Mark Epstein, DVM, DABVP, CVPP: There are other pathways off that arachidonic acid pathway that are under investigation, right now. Soluble epoxide hydrolase inhibitors—I won’t go into the neuropharmacology of that, but it can potentially give anti-inflammatory analgesic effects with possibly a little better adverse effect profile than the COX inhibitors.

B. Duncan X. Lascelles, BVSc, PhD, DACVS: These are drugs that increase the production of anti-inflammatory…

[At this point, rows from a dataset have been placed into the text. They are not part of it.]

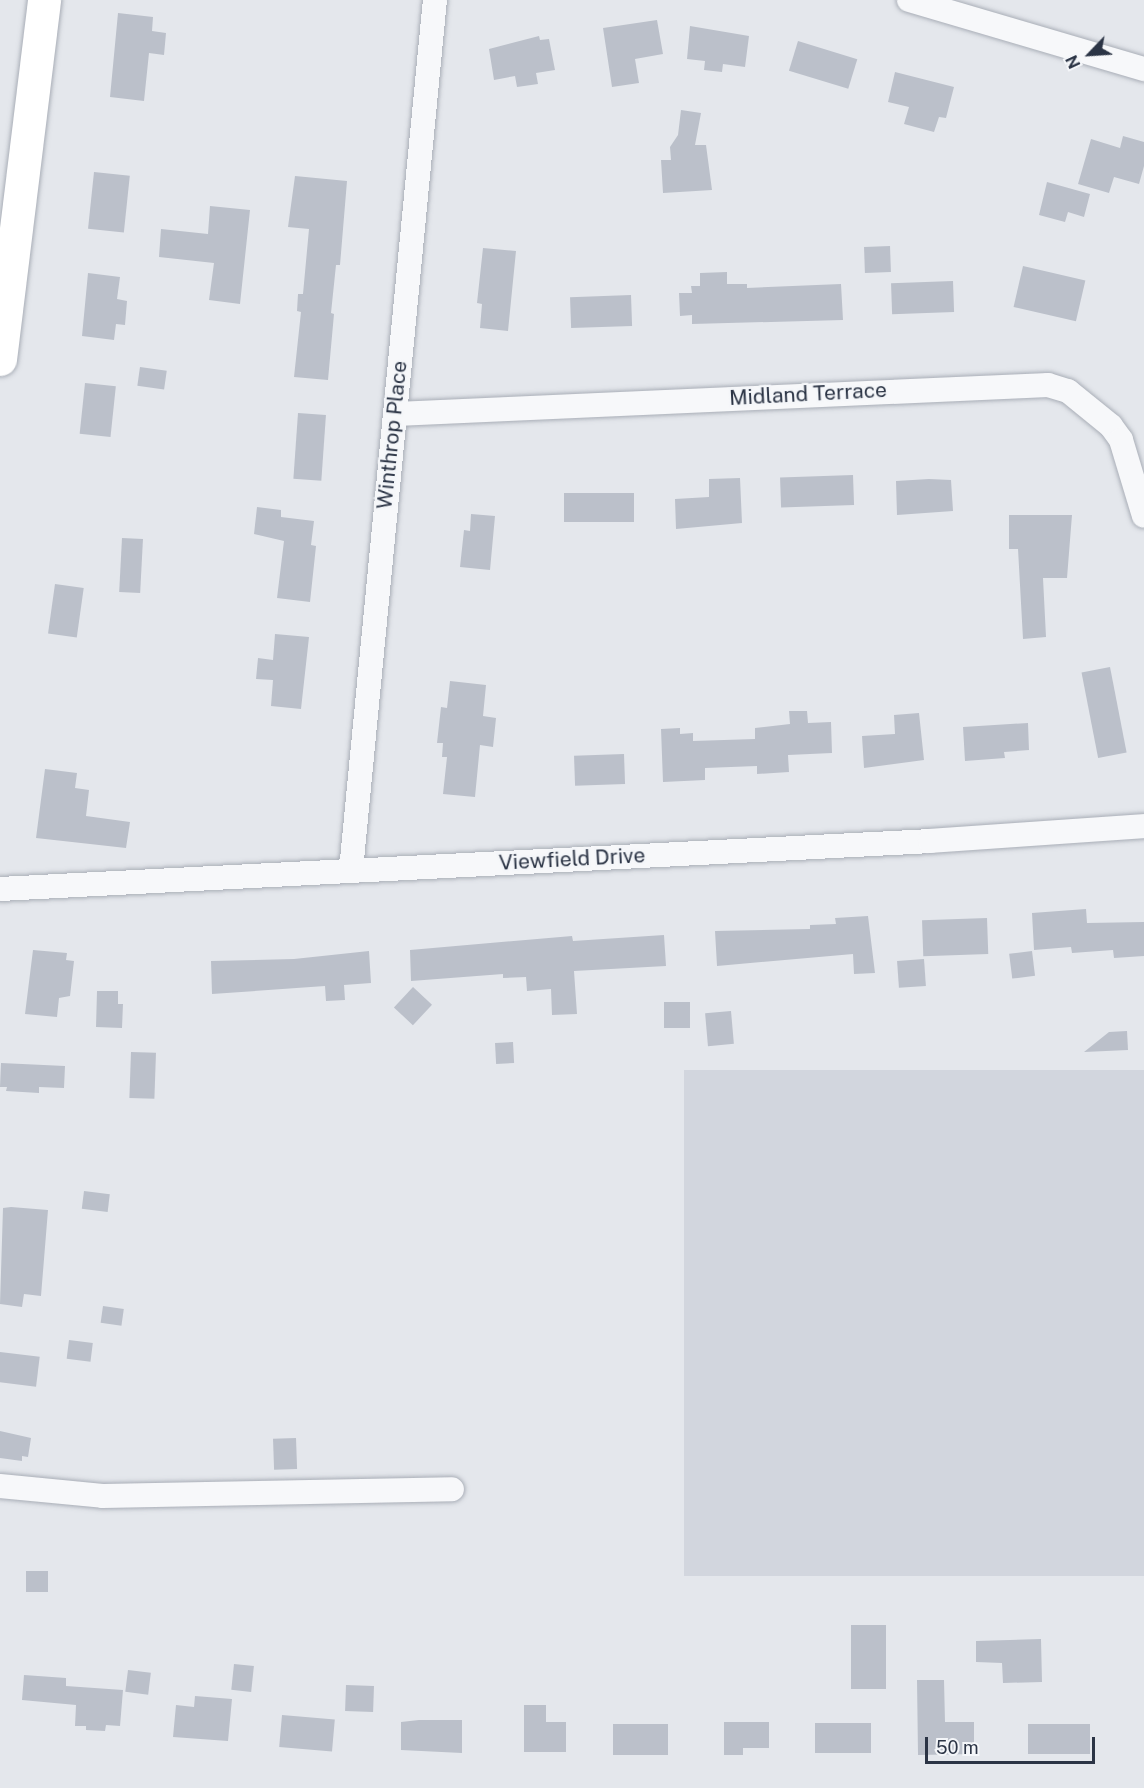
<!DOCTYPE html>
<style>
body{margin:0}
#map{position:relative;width:1144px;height:1788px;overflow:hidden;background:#e4e7ec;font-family:"Public Sans",sans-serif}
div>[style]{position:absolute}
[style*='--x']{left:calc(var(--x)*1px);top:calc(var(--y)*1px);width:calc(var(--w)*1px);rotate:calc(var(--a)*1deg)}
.built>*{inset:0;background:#d2d6de;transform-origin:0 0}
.building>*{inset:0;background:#bbc0ca;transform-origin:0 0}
.roads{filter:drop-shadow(0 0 2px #a9aeb7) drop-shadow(0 0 2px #a9aeb7)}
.minor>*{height:24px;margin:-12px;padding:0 12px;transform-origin:12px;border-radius:12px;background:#f7f8fa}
.secondary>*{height:33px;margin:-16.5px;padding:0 16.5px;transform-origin:16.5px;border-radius:16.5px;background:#fff}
span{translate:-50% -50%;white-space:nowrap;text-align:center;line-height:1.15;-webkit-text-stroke:4.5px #f4f6f9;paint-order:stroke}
.street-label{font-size:21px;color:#2b3445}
.north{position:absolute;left:1060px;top:24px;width:60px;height:60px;-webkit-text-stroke:4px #f4f6f9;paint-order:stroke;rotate:245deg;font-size:16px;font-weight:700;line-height:24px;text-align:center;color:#2b3445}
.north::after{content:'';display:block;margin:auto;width:21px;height:27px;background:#2b3445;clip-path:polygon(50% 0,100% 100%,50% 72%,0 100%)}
.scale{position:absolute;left:925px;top:1737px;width:170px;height:27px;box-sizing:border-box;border:3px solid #2b3445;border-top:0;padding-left:8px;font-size:18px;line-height:21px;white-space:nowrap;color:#2b3445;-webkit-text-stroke:4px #f4f6f9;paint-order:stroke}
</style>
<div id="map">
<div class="built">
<i style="left:1144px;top:1070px;width:506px;height:460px;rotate:90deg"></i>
</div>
<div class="building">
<i style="clip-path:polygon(118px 13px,153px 17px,152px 31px,166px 33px,164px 55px,149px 53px,144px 101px,110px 97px)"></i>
<i style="clip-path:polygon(657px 20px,663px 54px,635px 59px,639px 83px,612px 87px,603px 28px)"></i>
<i style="clip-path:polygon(690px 26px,749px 36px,745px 67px,723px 64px,722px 72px,704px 70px,705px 61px,687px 59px)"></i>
<i style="clip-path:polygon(539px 36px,540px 40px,549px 39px,555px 70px,536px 73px,538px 84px,517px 87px,515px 76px,494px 80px,489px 49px)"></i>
<i style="left:798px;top:41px;width:62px;height:31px;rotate:17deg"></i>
<i style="clip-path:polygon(895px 72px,954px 87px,946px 118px,939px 117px,934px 132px,904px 124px,909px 107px,888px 102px)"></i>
<i style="clip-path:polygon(681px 110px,701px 113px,695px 145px,706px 145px,712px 190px,663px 193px,661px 160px,671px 160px,670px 147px,678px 135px)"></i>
<i style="clip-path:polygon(1123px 136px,1144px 142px,1144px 166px,1139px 184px,1114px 177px,1109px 193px,1078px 184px,1091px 139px,1120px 148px)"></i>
<i style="left:94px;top:172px;width:36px;height:57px;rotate:6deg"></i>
<i style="clip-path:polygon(295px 176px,347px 181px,340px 265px,336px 265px,331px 313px,334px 314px,328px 380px,294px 377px,301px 312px,297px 311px,298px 294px,303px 294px,309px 229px,288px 227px)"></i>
<i style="clip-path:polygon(1047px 182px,1090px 194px,1084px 217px,1068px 212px,1065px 222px,1039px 215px)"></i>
<i style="clip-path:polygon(210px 206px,250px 210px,240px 304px,209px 300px,214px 263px,159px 257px,161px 229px,208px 234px)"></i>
<i style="left:890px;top:246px;width:26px;height:26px;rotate:88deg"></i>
<i style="clip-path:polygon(483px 248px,516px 251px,508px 331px,480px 328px,482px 304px,477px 303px)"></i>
<i style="left:1023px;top:266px;width:64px;height:42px;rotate:13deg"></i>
<i style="clip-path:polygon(727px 272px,727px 284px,747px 284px,747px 288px,841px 284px,843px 320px,692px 324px,692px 315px,680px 316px,679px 293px,692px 293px,691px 286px,700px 286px,700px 273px)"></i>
<i style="clip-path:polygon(88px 273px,120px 277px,117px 299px,127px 301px,125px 325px,116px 324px,114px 340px,82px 336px)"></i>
<i style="left:953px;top:281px;width:31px;height:62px;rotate:88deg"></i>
<i style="left:631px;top:295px;width:31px;height:61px;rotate:88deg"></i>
<i style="left:140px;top:367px;width:27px;height:19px;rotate:8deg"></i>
<i style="left:85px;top:383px;width:31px;height:51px;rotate:6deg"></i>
<i style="left:298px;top:413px;width:28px;height:66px;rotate:4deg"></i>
<i style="left:853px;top:475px;width:30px;height:73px;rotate:88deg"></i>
<i style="clip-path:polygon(740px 478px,742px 523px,676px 529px,675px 499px,709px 497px,709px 479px)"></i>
<i style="clip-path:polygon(929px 479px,951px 480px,953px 511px,897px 515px,896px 481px)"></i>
<i style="left:634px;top:493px;width:29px;height:70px;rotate:90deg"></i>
<i style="clip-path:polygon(257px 507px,281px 510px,281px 517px,314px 521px,311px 545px,316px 546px,310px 602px,277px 598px,284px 541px,254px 534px)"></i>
<i style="clip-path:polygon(471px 514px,495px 516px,490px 570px,460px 567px,464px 530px,470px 531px)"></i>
<i style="clip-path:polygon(1009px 515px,1072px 515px,1067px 578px,1043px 578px,1046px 637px,1023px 639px,1018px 549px,1009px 549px)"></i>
<i style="left:122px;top:538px;width:21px;height:54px;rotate:3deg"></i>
<i style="left:55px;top:584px;width:29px;height:50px;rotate:8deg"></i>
<i style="clip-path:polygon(275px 634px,309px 637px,301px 709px,271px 706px,273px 680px,256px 679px,258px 658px,273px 660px)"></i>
<i style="left:1110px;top:667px;width:87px;height:29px;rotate:79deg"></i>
<i style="clip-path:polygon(450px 681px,486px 685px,483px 716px,496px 718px,493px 747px,480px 745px,475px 797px,443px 794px,447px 757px,442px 757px,443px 743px,437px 743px,441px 707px,447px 708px)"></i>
<i style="clip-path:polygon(789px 711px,807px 711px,808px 723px,831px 722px,832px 753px,788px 755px,789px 772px,757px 774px,757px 766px,705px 768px,705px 780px,663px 782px,661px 729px,680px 728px,680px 734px,693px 733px,693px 741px,755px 739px,755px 728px,790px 724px)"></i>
<i style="clip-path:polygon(919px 713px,924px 760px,864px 768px,862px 736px,895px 734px,894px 715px)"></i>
<i style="clip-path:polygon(1028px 723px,1029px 750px,1004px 752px,1005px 758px,965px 761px,963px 727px)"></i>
<i style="left:624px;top:754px;width:30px;height:50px;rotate:88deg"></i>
<i style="clip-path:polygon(45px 769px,77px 773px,75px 788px,89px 790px,86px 816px,130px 822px,126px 848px,36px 838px)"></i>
<i style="clip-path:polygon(1086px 909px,1087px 923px,1144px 922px,1144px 956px,1114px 958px,1113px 950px,1072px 953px,1071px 947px,1034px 950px,1032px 913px)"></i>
<i style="clip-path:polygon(868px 916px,875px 973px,854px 974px,853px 954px,717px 966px,715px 931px,810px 929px,810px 925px,836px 924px,835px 918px)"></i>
<i style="left:987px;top:918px;width:36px;height:65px;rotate:88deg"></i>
<i style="clip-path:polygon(664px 935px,666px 966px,574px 971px,577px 1014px,552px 1015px,551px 989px,527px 991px,526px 977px,503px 978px,503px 974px,411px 981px,410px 950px,572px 936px,573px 941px)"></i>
<i style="clip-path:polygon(33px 950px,67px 953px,66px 960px,74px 961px,70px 996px,59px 998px,57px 1017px,25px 1014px)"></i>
<i style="clip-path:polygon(369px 951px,371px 983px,344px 985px,345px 1000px,326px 1001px,325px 986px,212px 994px,211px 961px,294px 959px)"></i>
<i style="left:1032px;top:951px;width:25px;height:23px;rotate:83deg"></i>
<i style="left:924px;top:959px;width:27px;height:27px;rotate:86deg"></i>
<i style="left:413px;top:987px;width:26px;height:28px;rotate:43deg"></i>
<i style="clip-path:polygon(97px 991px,118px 991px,118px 1004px,123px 1004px,122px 1028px,96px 1027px)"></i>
<i style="left:664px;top:1002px;width:26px;height:26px"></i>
<i style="left:731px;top:1011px;width:33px;height:26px;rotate:85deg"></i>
<i style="clip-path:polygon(1127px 1031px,1128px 1050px,1084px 1052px,1109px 1032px)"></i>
<i style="left:513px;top:1042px;width:21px;height:18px;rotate:87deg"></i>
<i style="left:131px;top:1052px;width:25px;height:46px;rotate:2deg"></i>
<i style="clip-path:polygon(1px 1063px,65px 1066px,64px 1088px,39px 1087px,39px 1093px,6px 1091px,7px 1087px,0 1087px)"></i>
<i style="left:84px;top:1191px;width:26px;height:18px;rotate:7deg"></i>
<i style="clip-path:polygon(11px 1207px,48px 1210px,41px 1296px,24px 1294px,22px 1307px,0 1304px,3px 1208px)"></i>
<i style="left:103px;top:1306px;width:21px;height:17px;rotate:8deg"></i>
<i style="left:69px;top:1340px;width:24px;height:19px;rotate:7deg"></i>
<i style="left:0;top:1352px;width:40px;height:30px;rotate:7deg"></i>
<i style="clip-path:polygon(0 1431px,31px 1438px,28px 1457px,22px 1456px,22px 1461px,0 1458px)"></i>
<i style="left:296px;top:1438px;width:31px;height:23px;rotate:88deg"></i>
<i style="left:26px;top:1571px;width:22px;height:21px"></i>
<i style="left:851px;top:1625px;width:35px;height:64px"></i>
<i style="clip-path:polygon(1041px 1639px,1042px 1682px,1003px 1683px,1002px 1663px,976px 1662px,976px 1641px)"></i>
<i style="left:234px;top:1664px;width:20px;height:26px;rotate:6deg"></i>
<i style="left:128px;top:1670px;width:23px;height:22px;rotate:7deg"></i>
<i style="clip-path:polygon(24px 1675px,66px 1678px,66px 1686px,123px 1690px,120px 1726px,106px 1725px,105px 1731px,86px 1730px,86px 1726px,75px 1726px,76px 1705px,22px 1700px)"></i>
<i style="clip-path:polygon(917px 1680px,944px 1680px,945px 1722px,974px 1722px,974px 1754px,918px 1755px)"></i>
<i style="left:346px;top:1685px;width:28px;height:26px;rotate:2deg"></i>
<i style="clip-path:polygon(195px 1696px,232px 1699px,228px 1741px,173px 1737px,176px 1705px,194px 1707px)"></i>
<i style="clip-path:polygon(524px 1705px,546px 1705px,546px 1722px,566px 1722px,566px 1752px,524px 1752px)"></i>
<i style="left:282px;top:1715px;width:53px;height:32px;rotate:5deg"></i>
<i style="clip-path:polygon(419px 1720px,462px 1720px,462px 1753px,401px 1750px,401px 1722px)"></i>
<i style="clip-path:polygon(724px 1722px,769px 1722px,769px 1748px,743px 1748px,743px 1755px,724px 1755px)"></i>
<i style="left:815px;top:1723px;width:56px;height:30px"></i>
<i style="left:613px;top:1724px;width:55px;height:31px"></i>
<i style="left:1028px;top:1724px;width:62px;height:30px"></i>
</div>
<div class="roads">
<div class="minor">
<i style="--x:909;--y:0;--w:245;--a:16.4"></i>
<i style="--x:396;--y:414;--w:653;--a:-2.55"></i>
<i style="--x:1048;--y:385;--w:21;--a:17"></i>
<i style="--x:1068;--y:391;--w:55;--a:39.1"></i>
<i style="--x:1111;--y:426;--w:17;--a:54"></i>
<i style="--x:1121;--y:440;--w:79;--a:73.2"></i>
<i style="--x:351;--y:870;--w:874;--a:-84.49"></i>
<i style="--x:0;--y:889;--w:931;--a:-2.95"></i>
<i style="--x:930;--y:841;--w:215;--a:-4"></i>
<i style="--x:0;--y:1486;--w:103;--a:5.5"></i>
<i style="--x:103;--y:1496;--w:349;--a:-1.1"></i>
</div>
<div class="secondary">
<i style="--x:0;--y:359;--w:362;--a:-83"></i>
</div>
</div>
<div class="street-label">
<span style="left:808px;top:394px;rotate:-3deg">Midland Terrace</span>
<span style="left:392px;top:435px;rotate:-84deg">Winthrop Place</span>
<span style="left:572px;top:859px;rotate:-3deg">Viewfield Drive</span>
</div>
<div class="north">N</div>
<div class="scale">50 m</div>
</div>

Mark Epstein, DVM, DABVP, CVPP: Correct. At the end of that pathway are pro-inflammatory molecules. If you inhibit that, they shunt over to these anti-inflammatory molecules. So, that is the crux of it. Like I said, they’re just investigational right, now but there’s promise. We have, of course, the whole realm of the SNRIs that we use a lot. We use these products. Gabapentin we use a lot, but we just don’t have a lot of data about it. Amantadine is your study. So, we use them, but we just don’t have a lot of data about them, and I think that those are areas that deal with maybe treating or preventing some of the damage to the spinal cord—the sensitization component. So, those will be critical.

One area that we really haven’t talked too much about, here, are other biologics. These are intra-articular injections, and these may be as infrequent as every 6 months or a year. Who knows. We don’t. This is where we have the promise of stem cells. It’s moving from the autologous mesenchymal. The research is now over to the allogeneic, universal donor type and then PRP plus or minus hyaluronic acid. So, we’re in the Wild West of those, I have to say. We do utilize them in our practice, and there’s evidence that is encouraging. It’s all pointing to a clinical benefit, but we really don’t know the highest, best, wisest, and safest uses of those products, and they are minimally invasive. You do have to be able to get into a joint. The hip is not as easy as others, as Bryan would say. And yet, they show, in my view, pretty nice promise.

B. Duncan X. Lascelles, BVSc, PhD, DACVS: So, we have the nonsteroidals that are predictably efficacious analgesics. We have the piprants. And right on the horizon, we have the anti—nerve growth factor therapies that look extremely promising in terms of pain relief. And there are a number of other possibilities coming down the line.